Source data
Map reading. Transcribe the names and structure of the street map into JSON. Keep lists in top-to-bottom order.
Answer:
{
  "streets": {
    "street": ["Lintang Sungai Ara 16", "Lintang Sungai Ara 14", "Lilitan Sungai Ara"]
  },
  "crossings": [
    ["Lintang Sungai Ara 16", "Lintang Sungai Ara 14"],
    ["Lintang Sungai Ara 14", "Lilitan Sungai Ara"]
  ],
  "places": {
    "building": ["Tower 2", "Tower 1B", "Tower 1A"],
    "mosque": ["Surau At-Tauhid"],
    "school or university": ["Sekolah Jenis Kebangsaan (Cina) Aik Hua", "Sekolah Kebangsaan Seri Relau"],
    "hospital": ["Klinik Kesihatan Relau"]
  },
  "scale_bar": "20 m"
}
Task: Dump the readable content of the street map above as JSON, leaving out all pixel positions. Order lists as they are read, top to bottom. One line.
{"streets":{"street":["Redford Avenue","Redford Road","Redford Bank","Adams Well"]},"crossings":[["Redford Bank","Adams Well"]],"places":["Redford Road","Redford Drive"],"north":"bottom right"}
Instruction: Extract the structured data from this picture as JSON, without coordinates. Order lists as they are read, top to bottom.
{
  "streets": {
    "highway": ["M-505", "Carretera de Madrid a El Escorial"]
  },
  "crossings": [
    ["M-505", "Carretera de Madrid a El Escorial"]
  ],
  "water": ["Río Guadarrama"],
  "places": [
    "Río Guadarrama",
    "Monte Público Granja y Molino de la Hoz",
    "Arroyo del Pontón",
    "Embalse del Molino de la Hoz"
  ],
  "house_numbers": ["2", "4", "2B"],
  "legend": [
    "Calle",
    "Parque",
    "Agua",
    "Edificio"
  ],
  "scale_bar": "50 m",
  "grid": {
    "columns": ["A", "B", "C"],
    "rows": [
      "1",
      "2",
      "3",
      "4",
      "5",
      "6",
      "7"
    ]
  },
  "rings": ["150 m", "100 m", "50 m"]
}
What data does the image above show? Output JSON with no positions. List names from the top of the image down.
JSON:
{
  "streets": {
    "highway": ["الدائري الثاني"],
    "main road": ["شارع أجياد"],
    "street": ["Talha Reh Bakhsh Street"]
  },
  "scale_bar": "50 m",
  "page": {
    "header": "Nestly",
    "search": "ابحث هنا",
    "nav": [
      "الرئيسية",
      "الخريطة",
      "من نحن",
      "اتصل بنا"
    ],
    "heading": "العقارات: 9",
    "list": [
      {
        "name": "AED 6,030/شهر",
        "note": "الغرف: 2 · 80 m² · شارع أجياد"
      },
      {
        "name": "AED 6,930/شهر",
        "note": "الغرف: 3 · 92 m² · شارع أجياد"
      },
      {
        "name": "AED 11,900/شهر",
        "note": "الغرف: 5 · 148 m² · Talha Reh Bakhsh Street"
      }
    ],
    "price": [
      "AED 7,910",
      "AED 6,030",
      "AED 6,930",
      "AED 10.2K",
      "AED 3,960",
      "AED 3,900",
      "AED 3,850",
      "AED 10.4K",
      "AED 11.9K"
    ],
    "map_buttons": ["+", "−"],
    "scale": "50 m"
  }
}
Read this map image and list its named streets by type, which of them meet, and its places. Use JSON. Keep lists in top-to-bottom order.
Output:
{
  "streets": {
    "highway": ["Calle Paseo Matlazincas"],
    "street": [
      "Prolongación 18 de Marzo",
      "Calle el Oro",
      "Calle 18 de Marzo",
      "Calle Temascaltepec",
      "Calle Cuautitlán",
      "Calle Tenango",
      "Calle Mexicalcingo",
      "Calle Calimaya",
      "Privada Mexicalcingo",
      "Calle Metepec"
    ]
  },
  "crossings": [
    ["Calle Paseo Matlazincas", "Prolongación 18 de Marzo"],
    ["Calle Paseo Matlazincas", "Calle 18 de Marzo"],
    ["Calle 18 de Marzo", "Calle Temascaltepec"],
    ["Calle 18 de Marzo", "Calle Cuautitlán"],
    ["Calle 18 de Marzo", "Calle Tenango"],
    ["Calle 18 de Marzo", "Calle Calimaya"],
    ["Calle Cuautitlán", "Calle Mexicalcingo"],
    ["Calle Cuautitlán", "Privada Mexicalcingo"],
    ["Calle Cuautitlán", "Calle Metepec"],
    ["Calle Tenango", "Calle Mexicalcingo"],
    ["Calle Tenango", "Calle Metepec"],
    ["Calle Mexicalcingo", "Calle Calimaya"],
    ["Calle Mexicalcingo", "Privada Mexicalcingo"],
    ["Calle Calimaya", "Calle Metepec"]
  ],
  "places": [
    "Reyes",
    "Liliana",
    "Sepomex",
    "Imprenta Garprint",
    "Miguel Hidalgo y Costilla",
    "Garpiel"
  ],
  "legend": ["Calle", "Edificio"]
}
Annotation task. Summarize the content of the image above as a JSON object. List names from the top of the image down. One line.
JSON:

Assigned task |
Every line above that holds "names" should be copied out.

Task result |
Map reading. Transcribe the names and structure of the street map into JSON. Keep lists in top-to-bottom order.
What data does the image above show? Output JSON with no positions. List names from the top of the image down.
Annotation task. Summarize the content of the image above as a JSON object. List names from the top of the image down. One line.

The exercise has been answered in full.